#### [INSTRUCTIONS FOR THE TASK]
Each line of the data that mentions the string "Nicholson" needs to be identified and copied.

-------- EXTRACTED DATA --------

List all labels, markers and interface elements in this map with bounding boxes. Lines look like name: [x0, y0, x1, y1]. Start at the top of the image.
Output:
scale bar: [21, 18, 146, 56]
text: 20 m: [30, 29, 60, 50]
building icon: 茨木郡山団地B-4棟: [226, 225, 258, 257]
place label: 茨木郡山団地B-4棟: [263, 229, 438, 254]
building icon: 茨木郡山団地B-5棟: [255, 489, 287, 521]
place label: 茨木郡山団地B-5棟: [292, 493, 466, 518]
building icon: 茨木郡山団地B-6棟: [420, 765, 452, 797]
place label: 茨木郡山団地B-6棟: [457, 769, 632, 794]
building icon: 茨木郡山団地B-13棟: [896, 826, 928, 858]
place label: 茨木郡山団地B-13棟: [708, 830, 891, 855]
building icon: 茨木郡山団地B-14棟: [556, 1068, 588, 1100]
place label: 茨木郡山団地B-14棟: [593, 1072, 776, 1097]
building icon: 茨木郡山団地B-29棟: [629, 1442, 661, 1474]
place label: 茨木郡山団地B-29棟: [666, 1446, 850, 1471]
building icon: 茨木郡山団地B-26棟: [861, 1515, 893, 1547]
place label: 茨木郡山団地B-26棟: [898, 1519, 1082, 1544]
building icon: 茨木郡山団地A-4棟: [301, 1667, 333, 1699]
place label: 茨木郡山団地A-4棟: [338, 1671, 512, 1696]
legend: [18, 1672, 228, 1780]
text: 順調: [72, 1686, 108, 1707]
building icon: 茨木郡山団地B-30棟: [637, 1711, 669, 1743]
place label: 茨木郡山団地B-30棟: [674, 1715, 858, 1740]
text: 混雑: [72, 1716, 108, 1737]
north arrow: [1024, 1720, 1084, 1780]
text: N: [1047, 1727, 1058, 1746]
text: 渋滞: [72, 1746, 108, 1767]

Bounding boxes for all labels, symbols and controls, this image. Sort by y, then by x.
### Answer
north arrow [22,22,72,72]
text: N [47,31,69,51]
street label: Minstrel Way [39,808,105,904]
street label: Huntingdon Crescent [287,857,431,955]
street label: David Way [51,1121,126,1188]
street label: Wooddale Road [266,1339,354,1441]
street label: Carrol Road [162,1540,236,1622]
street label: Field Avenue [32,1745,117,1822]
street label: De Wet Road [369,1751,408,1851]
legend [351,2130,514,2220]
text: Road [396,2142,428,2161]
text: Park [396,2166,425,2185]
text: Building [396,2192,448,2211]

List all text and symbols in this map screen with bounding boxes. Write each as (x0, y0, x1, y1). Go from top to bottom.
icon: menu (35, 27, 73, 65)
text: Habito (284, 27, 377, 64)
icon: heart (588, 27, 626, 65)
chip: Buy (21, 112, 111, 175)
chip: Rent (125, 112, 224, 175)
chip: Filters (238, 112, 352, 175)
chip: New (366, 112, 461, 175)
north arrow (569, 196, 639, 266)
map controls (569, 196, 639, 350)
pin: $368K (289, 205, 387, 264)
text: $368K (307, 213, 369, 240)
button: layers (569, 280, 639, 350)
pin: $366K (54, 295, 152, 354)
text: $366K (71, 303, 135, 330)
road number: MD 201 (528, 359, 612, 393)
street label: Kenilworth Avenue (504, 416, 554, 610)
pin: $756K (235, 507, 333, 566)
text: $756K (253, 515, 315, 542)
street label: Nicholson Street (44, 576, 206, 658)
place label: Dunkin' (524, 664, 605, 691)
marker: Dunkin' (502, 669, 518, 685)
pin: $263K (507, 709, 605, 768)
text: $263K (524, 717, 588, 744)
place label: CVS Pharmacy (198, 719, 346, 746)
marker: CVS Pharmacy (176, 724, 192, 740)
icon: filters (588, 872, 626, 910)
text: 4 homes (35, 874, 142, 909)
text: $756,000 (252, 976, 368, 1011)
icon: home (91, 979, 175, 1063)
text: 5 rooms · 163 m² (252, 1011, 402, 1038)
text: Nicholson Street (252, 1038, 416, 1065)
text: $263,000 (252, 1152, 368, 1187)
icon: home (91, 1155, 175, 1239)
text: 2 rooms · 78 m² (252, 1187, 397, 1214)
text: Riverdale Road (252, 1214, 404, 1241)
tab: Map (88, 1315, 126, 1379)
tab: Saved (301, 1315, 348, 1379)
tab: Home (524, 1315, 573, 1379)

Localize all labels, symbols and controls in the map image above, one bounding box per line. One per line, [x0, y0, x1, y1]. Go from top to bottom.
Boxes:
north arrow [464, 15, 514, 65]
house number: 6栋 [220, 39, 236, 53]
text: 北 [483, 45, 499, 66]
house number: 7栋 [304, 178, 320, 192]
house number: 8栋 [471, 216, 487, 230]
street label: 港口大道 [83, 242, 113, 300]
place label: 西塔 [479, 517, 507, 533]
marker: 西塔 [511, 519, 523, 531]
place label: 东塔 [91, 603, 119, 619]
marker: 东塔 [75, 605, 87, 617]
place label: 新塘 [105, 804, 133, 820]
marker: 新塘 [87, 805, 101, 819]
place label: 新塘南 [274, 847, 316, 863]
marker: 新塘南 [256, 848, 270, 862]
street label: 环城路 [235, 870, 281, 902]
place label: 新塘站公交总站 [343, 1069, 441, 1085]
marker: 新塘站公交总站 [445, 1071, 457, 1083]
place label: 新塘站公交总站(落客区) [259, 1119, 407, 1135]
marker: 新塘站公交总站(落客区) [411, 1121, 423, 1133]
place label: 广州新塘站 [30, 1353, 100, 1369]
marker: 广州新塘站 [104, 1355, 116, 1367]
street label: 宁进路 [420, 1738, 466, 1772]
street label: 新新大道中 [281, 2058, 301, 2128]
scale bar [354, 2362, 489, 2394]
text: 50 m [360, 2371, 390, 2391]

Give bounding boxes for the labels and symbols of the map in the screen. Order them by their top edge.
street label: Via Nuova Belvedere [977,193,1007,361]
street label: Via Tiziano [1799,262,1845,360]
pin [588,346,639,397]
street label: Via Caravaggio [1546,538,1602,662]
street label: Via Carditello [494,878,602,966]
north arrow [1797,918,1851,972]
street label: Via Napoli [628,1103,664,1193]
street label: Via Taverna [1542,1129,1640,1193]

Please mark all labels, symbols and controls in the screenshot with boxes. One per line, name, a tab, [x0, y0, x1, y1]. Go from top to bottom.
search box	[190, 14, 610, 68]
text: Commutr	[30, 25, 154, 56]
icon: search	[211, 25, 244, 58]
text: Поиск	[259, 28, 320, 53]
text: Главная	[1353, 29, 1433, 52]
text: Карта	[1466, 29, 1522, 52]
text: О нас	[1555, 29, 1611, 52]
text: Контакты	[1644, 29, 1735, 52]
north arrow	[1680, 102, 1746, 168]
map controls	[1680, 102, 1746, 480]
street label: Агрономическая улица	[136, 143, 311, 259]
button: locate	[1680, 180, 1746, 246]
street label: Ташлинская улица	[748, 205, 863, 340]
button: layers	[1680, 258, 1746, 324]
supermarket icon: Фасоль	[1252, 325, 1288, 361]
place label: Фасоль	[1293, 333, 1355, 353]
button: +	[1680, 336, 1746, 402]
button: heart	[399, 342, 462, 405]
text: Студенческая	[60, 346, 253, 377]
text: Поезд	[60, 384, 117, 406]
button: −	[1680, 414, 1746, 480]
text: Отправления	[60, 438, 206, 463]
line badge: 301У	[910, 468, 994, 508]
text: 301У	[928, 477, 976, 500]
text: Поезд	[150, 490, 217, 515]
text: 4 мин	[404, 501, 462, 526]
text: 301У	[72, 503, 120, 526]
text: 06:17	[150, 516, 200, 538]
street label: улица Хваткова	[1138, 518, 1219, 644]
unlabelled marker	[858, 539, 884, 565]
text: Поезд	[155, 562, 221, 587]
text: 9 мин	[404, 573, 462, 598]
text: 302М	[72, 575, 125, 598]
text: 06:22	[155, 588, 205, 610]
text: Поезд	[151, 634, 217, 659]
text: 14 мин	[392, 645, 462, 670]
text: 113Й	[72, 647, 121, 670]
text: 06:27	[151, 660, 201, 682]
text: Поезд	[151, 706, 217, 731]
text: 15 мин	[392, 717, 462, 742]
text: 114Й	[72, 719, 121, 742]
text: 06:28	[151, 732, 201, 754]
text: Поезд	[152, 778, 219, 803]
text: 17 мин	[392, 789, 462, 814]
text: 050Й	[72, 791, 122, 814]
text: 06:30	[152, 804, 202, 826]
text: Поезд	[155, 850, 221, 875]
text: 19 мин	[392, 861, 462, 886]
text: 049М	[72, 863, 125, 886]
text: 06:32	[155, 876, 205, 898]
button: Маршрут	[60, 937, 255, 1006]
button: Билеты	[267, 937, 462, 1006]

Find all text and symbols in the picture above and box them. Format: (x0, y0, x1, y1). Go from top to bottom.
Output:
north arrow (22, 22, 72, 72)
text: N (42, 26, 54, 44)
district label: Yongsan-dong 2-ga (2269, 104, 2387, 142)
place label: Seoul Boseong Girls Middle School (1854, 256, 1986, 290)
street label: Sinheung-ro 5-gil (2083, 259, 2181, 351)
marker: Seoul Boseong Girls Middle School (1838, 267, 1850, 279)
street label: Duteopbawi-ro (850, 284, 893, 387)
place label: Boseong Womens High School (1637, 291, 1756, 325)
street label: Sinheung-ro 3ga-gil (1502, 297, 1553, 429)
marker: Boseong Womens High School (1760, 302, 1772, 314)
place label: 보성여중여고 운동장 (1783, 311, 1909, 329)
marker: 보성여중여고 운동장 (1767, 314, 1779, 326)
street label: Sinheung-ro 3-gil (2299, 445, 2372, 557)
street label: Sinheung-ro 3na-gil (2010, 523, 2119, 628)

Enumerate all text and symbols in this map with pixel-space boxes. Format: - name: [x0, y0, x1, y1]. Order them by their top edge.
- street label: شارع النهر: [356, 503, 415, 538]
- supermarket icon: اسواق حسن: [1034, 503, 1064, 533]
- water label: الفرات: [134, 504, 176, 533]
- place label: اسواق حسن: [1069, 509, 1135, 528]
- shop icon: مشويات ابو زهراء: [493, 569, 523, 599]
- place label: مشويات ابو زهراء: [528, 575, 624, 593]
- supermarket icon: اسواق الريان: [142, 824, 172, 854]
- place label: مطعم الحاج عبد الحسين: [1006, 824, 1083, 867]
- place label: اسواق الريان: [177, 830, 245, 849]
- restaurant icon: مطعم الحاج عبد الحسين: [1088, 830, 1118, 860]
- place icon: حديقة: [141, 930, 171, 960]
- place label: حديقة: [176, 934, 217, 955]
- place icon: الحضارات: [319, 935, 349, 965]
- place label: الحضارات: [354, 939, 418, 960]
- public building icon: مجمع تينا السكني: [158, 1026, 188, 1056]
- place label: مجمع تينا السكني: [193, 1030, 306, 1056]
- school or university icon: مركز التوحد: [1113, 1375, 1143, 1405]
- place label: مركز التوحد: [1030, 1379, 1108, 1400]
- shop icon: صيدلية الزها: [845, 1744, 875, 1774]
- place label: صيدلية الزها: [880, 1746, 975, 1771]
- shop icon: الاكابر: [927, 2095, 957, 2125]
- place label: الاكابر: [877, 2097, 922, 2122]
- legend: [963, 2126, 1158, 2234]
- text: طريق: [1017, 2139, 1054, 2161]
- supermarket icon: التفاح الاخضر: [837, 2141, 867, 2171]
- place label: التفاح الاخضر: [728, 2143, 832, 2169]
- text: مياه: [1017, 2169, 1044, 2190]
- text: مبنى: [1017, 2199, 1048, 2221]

--------

#### [WORKED SOLUTION]
street label: Nicholson Street (44, 576, 206, 658)
text: Nicholson Street (252, 1038, 416, 1065)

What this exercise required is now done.